This week’s Torah reading starts with a commonly used phrase — that Moses assembled or gathered the entire congregation of the children of Israel. His purpose, of course, was to communicate clearly with a single voice the next thing that this new nation was to do, and then the next and the next. In those gatherings, there was a clarity of purpose and a common understanding of what it would take to establish a healthy nation.

Sadly, this Israel of old is not Israel today. Our news cycles are filled with stories about troubling new Israeli legislation, criticism of the bills, and protests on the streets of Israel. At the same time, I am hearing from Israeli leaders and from our own Reform advocacy group,  ARZA Canada who are asking all spiritual leaders to pass on their deepest concerns to our own communities.

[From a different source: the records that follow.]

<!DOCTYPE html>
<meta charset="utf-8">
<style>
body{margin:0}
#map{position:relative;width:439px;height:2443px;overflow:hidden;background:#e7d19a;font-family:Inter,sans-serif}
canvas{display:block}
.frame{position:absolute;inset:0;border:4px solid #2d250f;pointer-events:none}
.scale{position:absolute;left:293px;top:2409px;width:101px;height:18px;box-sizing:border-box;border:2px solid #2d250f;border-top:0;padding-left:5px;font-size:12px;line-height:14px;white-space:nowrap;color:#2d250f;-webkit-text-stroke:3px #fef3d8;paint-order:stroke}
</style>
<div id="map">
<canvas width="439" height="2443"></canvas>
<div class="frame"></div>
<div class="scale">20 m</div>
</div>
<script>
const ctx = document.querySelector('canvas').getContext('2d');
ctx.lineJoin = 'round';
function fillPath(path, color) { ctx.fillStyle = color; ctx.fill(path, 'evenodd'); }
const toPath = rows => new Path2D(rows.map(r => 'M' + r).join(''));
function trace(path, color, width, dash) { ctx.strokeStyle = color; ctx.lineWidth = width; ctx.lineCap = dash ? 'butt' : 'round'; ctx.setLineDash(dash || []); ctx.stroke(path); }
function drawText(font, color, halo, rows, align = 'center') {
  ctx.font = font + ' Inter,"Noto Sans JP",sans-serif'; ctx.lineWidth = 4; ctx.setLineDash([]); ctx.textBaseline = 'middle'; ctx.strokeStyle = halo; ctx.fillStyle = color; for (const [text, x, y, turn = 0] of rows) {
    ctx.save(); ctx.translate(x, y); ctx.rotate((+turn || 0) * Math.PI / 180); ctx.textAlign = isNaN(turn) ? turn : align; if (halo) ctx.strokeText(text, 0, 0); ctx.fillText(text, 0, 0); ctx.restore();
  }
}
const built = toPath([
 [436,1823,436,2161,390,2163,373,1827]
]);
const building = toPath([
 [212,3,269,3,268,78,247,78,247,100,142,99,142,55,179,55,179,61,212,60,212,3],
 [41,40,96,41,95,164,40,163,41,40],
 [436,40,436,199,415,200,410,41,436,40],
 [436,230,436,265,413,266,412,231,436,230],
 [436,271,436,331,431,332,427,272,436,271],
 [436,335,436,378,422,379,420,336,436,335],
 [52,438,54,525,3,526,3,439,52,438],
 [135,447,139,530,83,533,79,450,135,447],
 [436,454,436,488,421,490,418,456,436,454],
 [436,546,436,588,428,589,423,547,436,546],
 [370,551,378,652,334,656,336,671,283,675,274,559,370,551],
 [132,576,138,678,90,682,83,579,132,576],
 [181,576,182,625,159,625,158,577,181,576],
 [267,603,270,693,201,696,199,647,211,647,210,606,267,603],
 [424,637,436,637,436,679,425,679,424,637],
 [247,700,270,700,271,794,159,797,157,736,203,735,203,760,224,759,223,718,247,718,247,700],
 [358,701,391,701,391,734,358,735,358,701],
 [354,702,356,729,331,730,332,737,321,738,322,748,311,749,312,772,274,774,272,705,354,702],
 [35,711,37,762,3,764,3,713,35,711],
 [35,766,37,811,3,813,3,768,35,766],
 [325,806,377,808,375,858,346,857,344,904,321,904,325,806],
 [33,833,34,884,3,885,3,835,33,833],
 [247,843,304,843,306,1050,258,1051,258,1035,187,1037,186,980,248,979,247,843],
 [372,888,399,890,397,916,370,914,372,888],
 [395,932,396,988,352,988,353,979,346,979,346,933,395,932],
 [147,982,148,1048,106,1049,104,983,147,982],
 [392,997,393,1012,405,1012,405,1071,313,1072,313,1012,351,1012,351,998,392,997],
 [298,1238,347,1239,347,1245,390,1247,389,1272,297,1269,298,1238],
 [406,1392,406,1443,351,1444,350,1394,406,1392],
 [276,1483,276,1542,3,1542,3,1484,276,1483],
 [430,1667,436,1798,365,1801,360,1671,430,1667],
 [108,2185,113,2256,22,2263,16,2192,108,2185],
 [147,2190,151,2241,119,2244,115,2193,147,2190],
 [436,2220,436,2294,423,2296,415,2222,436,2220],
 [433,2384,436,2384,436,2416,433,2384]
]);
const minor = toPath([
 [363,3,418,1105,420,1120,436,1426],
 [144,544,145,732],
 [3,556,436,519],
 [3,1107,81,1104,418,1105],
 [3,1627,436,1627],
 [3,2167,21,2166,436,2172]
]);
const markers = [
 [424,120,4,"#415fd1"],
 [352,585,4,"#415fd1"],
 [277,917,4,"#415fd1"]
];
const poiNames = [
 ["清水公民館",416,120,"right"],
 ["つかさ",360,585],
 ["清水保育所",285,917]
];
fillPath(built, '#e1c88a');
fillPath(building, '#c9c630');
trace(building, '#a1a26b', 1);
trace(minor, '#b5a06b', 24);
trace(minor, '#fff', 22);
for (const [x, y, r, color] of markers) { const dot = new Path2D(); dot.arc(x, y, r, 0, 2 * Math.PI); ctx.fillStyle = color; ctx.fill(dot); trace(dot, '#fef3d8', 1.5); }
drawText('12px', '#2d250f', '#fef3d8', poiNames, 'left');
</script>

Last Sunday, I heard their message in stereo. Shlomo Weinish, an Israeli advocate who trains Israeli leaders in the process of consensus-based decision-making, spoke in Winnipeg about the three-pronged internal attack on Israeli democracy by three small, narrow, self-interested groups who somehow hold the balance of power in government. He described the right-wing ultra-nationalist parties who want to expand Israel far beyond its current borders without judicial constraints; ultra-religious parties who have little regard for human rights protections of equality of women; the LGBTQ2+ communities who are again frustrated by judicial constraint; and an Israeli prime minister wishing to override the criminal prosecutions launched against him.

Later that day, former Israeli Foreign Minister Tzipi Livni spoke on CNN and listed exactly the same three points. At the same time, half a million Israelis took to the streets in a similar protest. These were not issues during their last election and there is a sense of profound betrayal all across Israel.

The Torah reminds us that gathering and assembling create a space for discovering, sharing and celebrating common values. It allows for differences of opinion, but it is like a rainbow or a painting where the many different colours somehow offer a sense of harmony, something that is pleasing to the eye, physically and spiritually.

What is happening in Israel is not that. It is toxic and chaotic, and it smells bad, not just to us but to the rest of the world as well. Our Israeli friends are not embarrassed to tell us how angry they are and how fearful they are about the future of their own country. They love Israel, but not what they are doing. They want us to be angry and to speak up as well, to speak to the values that defined Israel long ago and again as a modern state in 1948.

This is my small part. I hope that they/we get this right, for all our sakes.